Sodomi Bocah, Honorer Pemkot Vonis 6 Tahun

PALOPO— Terdakwa HA (50), yang merupakan salah satu pegawai honorer lingkup Pemkot Palopo harus menelan pil pahit. Itu setelah dirinya divonis 6 tahun penjara atas kasus sodomi yang dilakukannya terhadap dua anak di bawah umur pada pada bulan November 2017 lalu.

Sidang putusan ini berlangsung di ruang sidang utama Kusuma Atmadja, Pengadilan Negeri Palopo, Rabu, 14 Februari 2018, sekira pukul 14.30 wita. Sebelumnya, Jaksa Penuntut Umum (JPU) Aisyah Kendek SH juga menuntut terdakwa dengan pidana penjara selama 6 tahun dan denda sebesar Rp1 miliar subsider 2 bulan penjara.

Dari amar putusan yang dibacakan majelis hakim yang diketuai oleh Beauty D Simatauw SH, didampingi oleh hakim anggota Raden Nurhayati SH dan Arief Winarso SH. Menurut majelis sebelum membacakan putusan ada beberapa hal yang menjadi pertimbangan diantaranya hal yang memberatkan yaitu perbuatan terdakwa menimbulkan trauma mendalam bagi korban. Sementara hal yang meringankan terdakwa bersikap sopan dan menyesali perbuatannya.

Lanjut majelis hakim, menyatakan terdakwa HA terbukti bersalah melakukan tindak pidana pencabulan anak dibawah umur. Sebagaimana diatur dalam dalam pasal 82 ayat 1 Jo 76E UU RI nomor 35 tahun 2014 tentang perubahan atas UU RI nomor 23 tahun 2002 tentang perlindungan anak.

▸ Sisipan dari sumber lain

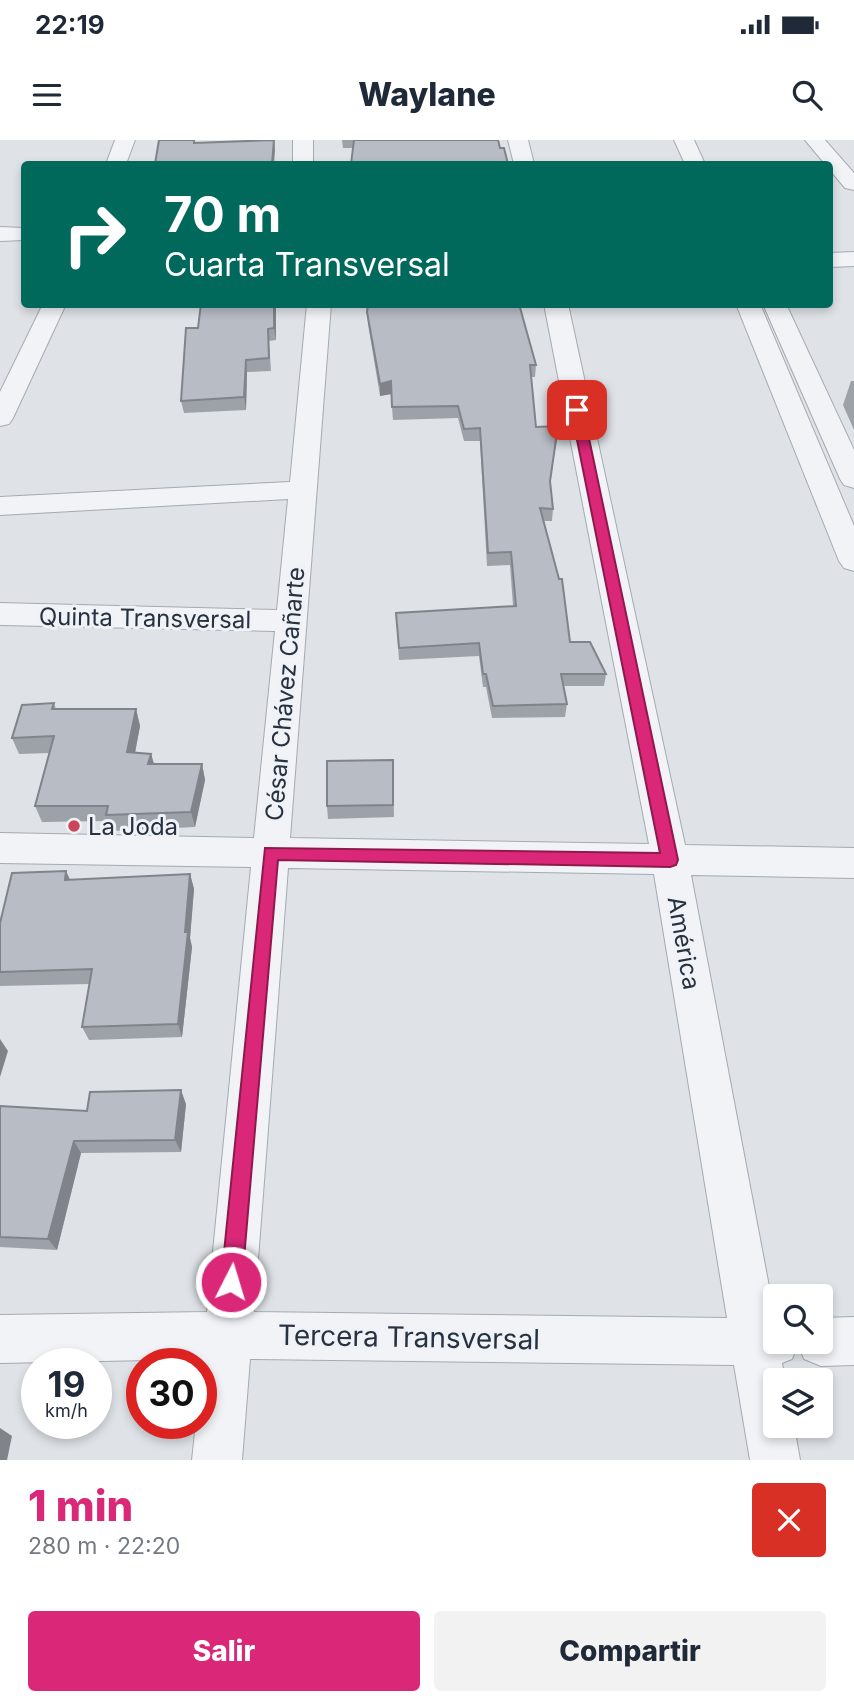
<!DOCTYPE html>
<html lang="es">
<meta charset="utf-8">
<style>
body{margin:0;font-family:Inter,sans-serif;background:#f2f2f3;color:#1f2937;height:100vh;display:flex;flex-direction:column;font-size:26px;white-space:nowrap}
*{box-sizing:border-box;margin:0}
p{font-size:23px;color:#747a83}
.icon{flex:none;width:38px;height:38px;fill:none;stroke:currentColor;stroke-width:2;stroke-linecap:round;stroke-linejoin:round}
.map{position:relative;height:1320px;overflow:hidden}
.drawer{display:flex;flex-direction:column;background:#fff;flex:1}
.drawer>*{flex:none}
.guide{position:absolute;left:21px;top:21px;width:812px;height:147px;border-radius:7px;box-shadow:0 4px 10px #0003;background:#00695c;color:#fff;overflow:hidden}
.controls{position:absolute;left:763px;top:1144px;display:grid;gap:14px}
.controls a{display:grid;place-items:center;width:70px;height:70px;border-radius:7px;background:#fff;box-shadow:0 4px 10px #0003;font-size:35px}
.speed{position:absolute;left:21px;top:1208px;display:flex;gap:14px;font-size:35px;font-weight:700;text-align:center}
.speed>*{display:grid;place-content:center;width:91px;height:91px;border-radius:50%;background:#fff;box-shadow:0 4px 10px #0003;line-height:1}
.speed small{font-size:18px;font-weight:400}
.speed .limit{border:10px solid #d22;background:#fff;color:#111}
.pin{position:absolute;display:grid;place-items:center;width:60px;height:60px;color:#fff;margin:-30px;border-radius:14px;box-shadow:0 4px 10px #0006}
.me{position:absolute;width:77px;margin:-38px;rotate:5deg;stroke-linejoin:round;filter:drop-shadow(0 0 5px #0008)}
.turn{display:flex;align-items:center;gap:24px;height:147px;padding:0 28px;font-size:32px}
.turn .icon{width:91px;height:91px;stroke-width:2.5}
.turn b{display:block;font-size:49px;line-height:60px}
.round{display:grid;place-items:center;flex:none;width:74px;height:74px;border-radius:7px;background:#f2f2f3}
.overview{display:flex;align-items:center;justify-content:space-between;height:119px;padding:0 28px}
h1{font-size:42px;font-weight:800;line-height:52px;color:#db2777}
.action{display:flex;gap:14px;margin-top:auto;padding:14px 28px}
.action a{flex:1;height:80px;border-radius:7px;background:#db2777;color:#fff;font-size:28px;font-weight:800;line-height:80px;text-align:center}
.action a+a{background:#f2f2f3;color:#1f2937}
.status{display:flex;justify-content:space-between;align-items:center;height:49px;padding:0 35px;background:#fff;direction:ltr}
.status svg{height:19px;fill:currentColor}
header{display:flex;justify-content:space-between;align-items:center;height:91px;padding:0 28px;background:#fff;font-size:32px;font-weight:800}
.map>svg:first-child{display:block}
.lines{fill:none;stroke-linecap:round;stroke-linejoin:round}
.minor-casing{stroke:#a4aab2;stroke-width:2}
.minor{fill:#f2f3f7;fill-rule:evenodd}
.wall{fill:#9da2a9}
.shaded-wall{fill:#80848a}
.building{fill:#b7bcc5;stroke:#80848a;stroke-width:2}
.route{fill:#db2777;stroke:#8e194d;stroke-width:2}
.poi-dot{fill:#cb465a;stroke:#eff2f6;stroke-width:2.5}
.labels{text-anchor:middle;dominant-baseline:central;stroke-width:6;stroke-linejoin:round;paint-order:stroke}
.street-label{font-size:24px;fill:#28313f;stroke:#eff2f6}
.poi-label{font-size:24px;fill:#28313f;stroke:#eff2f6;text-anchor:start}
.near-street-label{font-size:28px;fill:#28313f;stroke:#eff2f6}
</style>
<div class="status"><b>22:19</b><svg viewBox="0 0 49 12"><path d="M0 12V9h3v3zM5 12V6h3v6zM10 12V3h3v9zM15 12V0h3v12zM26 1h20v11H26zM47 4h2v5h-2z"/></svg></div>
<header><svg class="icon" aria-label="menu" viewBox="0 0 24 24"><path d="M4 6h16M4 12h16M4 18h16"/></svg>Waylane<svg class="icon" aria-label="search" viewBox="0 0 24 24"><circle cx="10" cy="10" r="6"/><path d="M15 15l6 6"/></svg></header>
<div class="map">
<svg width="854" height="1320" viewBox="0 0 854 1320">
<rect width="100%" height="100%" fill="#dfe3e8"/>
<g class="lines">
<g class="minor-casing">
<g id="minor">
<path d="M 115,0 L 135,0 L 126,24 L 106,24 Z"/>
<rect x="293" y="0" width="20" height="24"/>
<path d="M 508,0 L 528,0 L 534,24 L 514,24 Z"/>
<path d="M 674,0 L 694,0 L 705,24 L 685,24 Z"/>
<path d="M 805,0 L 825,0 L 854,33 L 854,50 L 845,48 L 830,30 L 830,24 L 825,24 Z"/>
<path d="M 0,87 L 24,88 L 24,100 L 0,101 Z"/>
<path d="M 854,112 L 854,126 L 830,127 L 830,113 Z"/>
<path d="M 43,164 L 66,164 L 13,278 L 9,284 L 0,286 L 0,252 Z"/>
<path d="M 307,164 L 331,164 L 290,698 L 649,704 L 544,164 L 568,164 L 685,705 L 854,708 L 854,738 L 691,735 L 775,1178 L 775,1202 L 821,1202 L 821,1178 L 854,1177 L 854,1225 L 821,1226 L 804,1219 L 798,1204 L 792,1219 L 782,1223 L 785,1241 L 775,1241 L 775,1286 L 794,1286 L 800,1320 L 750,1320 L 734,1225 L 250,1219 L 242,1320 L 192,1320 L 196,1283 L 201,1283 L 202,1219 L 0,1223 L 0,1175 L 207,1172 L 251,727 L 0,723 L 0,693 L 254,698 L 275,491 L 0,485 L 0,463 L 277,470 L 288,359 L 0,375 L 0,357 L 290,342 ZM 288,728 L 654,734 L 727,1178 L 254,1172 Z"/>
<path d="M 736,164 L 760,164 L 854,386 L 854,431 L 844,428 L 839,421 Z"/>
<path d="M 763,164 L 786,164 L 854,310 L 854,348 L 844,345 L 840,339 Z"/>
</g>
</g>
<use href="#minor" class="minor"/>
</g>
<g class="wall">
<path d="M 342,0 L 498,0 L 500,8 L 343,8 Z"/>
<path d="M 201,164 L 276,164 L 276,200 L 269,201 L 271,231 L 247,232 L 246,270 L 184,273 L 181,261 L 198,188 Z"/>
<path d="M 367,172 L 536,225 L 535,237 L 531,237 L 536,287 L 557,298 L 550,343 L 553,369 L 552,381 L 544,381 L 570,502 L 606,534 L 604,546 L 564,546 L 567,564 L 565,577 L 492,578 L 486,547 L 483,547 L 479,516 L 399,520 L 396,473 L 513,466 L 510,425 L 487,426 L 480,301 L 464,301 L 458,278 L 393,280 L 391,254 L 380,256 L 368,184 Z"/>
<path d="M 851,241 L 854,241 L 854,290 L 843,265 Z"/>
<path d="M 54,563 L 56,569 L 136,569 L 140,586 L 135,613 L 151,614 L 154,624 L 202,624 L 205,640 L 195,687 L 111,691 L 108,681 L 42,682 L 35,666 L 49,613 L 19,614 L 12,598 Z"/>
<path d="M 393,620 L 394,677 L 328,679 L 327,666 Z"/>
<path d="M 190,734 L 194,749 L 190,798 L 192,807 L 182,897 L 89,900 L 82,887 L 89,844 L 0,846 L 0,783 L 70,740 Z"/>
<path d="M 186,964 L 181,1012 L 81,1013 L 57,1110 L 0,1107 L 0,966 L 87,971 Z"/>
</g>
<g class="shaded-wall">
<path d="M 274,0 L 275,10 L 274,24 L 272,24 Z"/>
<path d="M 274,164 L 276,164 L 276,200 L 274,188 Z"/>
<path d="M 246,220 L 247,232 L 246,270 L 244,257 Z"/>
<path d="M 391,241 L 391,254 L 380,256 L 380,244 Z"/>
<path d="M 136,569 L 140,586 L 132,628 L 127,612 Z"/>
<path d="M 151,614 L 156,631 L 148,624 Z"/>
<path d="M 202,624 L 205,640 L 195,687 L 191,672 Z"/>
<path d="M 66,731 L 73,746 L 65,740 Z"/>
<path d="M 190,734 L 194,749 L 190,798 L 192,807 L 182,897 L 178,884 Z"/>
<path d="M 0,899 L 8,911 L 0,937 Z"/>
<path d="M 181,950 L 186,964 L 181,1012 L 175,1000 Z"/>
<path d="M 74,1001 L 81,1013 L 57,1110 L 48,1099 Z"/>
<path d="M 0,1288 L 12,1296 L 7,1320 L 0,1320 Z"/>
</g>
<g class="building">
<path d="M 159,0 L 194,0 L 194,3 L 274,0 L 272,24 L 155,24 Z"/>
<path d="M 354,0 L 498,0 L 500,8 L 504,8 L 508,24 L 351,24 Z"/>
<path d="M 201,164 L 274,164 L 274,188 L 268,189 L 269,218 L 246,220 L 244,257 L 181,261 L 186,188 L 198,188 Z"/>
<path d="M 368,164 L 519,164 L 536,225 L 530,225 L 536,287 L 558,286 L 550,341 L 553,369 L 540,368 L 559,439 L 562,439 L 570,502 L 590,502 L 606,534 L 561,534 L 567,564 L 493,566 L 486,534 L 483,534 L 479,503 L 399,508 L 396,473 L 516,466 L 511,412 L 488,413 L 480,288 L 464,289 L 458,266 L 392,267 L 391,241 L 380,244 L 367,172 Z"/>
<path d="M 54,563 L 52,569 L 136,569 L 127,612 L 151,614 L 148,624 L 202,624 L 191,672 L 106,675 L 108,666 L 35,666 L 54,596 L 12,598 L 22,565 Z"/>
<path d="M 393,620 L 393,665 L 327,666 L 327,621 Z"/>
<path d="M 66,731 L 65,740 L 190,734 L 185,792 L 188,792 L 178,884 L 82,887 L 92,829 L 0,832 L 0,783 L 12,733 Z"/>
<path d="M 181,950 L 175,1000 L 74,1001 L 48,1099 L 0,1097 L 0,966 L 87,971 L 90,952 Z"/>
</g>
<path class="route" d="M 577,267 L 583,270 L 678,720 L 676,725 L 670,727 L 278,720 L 242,1142 L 239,1149 L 231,1152 L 224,1149 L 221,1142 L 265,708 L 660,713 L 571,270 Z"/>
<circle class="poi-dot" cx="74" cy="686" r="7"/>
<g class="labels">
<g class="street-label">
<text transform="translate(145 478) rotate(1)">Quinta Transversal</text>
<text transform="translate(285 554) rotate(-85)">César Chávez Cañarte</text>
<text transform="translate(684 803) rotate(80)">América</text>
</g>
<g class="poi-label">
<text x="88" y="686">La Joda</text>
</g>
<g class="near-street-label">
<text transform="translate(409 1197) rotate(1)">Tercera Transversal</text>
</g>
</g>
</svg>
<div class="controls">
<a><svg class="icon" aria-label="search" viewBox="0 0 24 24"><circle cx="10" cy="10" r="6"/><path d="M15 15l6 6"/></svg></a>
<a><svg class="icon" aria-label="layers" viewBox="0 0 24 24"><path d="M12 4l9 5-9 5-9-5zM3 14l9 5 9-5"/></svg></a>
</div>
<div class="speed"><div>19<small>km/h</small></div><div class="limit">30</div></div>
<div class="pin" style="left:577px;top:270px;background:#d93025"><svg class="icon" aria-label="arrive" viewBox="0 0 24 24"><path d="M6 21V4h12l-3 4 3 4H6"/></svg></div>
<svg class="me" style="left:231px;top:1142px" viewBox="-20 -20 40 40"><circle r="17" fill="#db2777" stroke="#fff" stroke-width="3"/><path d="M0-11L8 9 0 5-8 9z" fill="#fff"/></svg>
<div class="guide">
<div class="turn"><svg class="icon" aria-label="right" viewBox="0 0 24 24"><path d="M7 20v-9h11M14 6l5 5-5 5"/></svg><div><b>70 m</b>Cuarta Transversal</div></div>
</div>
</div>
<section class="drawer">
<div class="overview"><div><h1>1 min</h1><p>280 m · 22:20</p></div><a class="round" style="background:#d93025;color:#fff"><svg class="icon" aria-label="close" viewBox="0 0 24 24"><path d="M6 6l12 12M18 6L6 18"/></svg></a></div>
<div class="action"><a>Salir</a><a>Compartir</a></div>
</section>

Sebagaimana telah diubah dalam Perpu nomor 1 tahun 2016 sebagaimana telah ditetapkan menjadi UU RI nomor 17 tahun 2016, tentang penetapan perpu nomor 1 tahun 2016 tentang perubahan kedua atas UU RI nomor 23 tahun 2002 tentang perlindungan anak.

“Menjatuhkan pidana kepada terdakwa dengan pidana penjara selama 6 tahun dikurangi selama berada didalam tahanan. Dan dikenakan pidana denda sebesar Rp1 miliar subsider 2 bulan penjara,” papar hakim ketua.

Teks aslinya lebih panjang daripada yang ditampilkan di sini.